• Dec 20th 2005, 12:25 PM
Vigo
______y__________y______
l------------l--------------l
l------------l--------------l
l------------l--------------l
l--x---------l--x-----------l x
l------------l--------------l
l------------l--------------l
l___________l____________l

A person has 400 ft. of fencing to maximize the area. What are the dimensions?

400=4y + 3x
A=2xy

57.143=y+x
y=57.143-x

A=2(57.143-x)(x)
A=114.286x-2x^2
A'=114.286-4x=0
114.286=4x
x=28.572

400=4y+3(28.572)
400=4y+85.715
315.286=4y
y=78.571

x=28.572 ft.
y=78.571 ft.

Does this look right?
• Dec 20th 2005, 02:30 PM
ThePerfectHacker
Ah! an optimization problem, I love those:
Given:
400=4y+3x--------Probably x,y>0 are the other conditions
Maximize:
2xy

Since
400=4y+3x
we have by solving for y:
100-.75x=y
Thus, 2xy becomes:
2x(100-.75x) same as 200x-1.5x^2
Now maximize that function by taking the derivative:
200-3x=0
Thus,
x=200/3
Then,
100-(3/4)(200/3)=y
Thus,
100-50=y
Thus, the solution is
x=200/3 and y=50
• Dec 20th 2005, 02:51 PM
Vigo
Thank you for correcting me.
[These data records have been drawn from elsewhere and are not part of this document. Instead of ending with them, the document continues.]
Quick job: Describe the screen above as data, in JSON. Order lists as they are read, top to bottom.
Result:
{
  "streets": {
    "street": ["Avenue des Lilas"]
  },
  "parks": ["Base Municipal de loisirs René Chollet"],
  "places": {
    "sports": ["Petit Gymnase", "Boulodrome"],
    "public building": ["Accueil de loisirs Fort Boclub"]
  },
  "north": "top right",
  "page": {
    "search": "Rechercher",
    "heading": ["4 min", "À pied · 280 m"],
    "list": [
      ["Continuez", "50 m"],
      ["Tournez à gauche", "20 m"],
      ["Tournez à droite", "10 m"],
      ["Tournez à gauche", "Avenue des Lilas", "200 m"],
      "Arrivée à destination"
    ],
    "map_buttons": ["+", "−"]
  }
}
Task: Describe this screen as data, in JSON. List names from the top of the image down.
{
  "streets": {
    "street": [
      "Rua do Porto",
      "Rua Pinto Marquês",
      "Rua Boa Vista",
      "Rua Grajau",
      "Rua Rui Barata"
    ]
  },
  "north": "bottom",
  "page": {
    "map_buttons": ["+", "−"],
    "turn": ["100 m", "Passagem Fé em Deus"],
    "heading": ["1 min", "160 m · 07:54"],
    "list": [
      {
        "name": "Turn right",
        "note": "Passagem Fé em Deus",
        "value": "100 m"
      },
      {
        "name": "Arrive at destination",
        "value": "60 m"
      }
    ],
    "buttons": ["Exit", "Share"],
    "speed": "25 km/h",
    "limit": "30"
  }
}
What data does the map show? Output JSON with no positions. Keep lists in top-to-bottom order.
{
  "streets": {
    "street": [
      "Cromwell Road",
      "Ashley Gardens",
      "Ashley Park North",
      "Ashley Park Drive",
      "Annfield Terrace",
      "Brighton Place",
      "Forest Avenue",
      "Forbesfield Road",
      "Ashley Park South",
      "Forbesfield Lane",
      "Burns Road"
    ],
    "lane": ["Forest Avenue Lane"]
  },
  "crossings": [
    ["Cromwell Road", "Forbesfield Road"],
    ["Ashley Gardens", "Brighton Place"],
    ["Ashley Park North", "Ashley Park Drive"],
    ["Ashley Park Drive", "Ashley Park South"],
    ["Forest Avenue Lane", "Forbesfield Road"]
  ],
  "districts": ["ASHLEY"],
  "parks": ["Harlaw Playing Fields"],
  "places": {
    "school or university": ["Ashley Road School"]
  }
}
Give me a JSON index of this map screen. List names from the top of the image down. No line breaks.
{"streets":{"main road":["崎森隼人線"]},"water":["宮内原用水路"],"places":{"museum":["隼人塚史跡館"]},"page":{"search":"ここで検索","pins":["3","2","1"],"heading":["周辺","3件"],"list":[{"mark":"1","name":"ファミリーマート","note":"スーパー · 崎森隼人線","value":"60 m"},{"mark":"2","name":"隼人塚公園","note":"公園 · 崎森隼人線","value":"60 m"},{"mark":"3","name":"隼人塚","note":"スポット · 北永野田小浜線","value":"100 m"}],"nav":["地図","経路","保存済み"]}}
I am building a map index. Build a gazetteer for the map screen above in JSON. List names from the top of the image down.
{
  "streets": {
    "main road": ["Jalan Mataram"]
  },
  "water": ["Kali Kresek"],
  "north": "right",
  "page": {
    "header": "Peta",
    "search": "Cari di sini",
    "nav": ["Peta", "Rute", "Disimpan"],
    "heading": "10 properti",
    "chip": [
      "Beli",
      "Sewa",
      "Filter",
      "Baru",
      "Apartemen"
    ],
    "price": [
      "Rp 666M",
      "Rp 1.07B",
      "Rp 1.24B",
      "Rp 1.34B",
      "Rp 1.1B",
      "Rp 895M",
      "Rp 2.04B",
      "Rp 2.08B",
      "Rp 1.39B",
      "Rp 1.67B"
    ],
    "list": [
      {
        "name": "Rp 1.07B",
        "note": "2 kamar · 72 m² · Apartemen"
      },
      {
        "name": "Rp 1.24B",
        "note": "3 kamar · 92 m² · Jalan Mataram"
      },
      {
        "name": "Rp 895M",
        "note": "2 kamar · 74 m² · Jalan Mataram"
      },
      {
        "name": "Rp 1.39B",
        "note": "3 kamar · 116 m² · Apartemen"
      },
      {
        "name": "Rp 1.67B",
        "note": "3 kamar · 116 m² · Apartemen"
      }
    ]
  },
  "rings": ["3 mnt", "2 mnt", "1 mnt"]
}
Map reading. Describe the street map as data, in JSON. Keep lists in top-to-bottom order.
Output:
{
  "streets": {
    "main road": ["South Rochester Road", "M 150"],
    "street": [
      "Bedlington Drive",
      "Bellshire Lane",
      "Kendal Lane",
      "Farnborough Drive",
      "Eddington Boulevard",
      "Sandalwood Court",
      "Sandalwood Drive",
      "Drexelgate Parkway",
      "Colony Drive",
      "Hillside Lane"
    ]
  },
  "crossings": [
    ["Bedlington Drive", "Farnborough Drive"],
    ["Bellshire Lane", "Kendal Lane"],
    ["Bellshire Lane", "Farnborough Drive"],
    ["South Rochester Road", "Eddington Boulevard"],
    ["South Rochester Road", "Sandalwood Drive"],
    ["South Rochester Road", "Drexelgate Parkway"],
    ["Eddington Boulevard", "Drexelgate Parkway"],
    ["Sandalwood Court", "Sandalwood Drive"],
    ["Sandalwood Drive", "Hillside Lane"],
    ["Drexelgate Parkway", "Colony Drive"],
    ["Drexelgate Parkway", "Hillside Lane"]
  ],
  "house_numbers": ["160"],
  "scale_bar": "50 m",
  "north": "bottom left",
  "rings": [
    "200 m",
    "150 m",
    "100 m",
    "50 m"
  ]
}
I made my error when solving for y. Tried to simplify too much. Thanks a lot.
• Dec 20th 2005, 02:57 PM
Jameson
I've seen this thread on physicsforums.com. I think many of the users here are users there. :cool:
• Dec 20th 2005, 07:35 PM
Vigo
Yeah I posted this on that forum too because sometimes I don't get an answer if I only post it in one forum.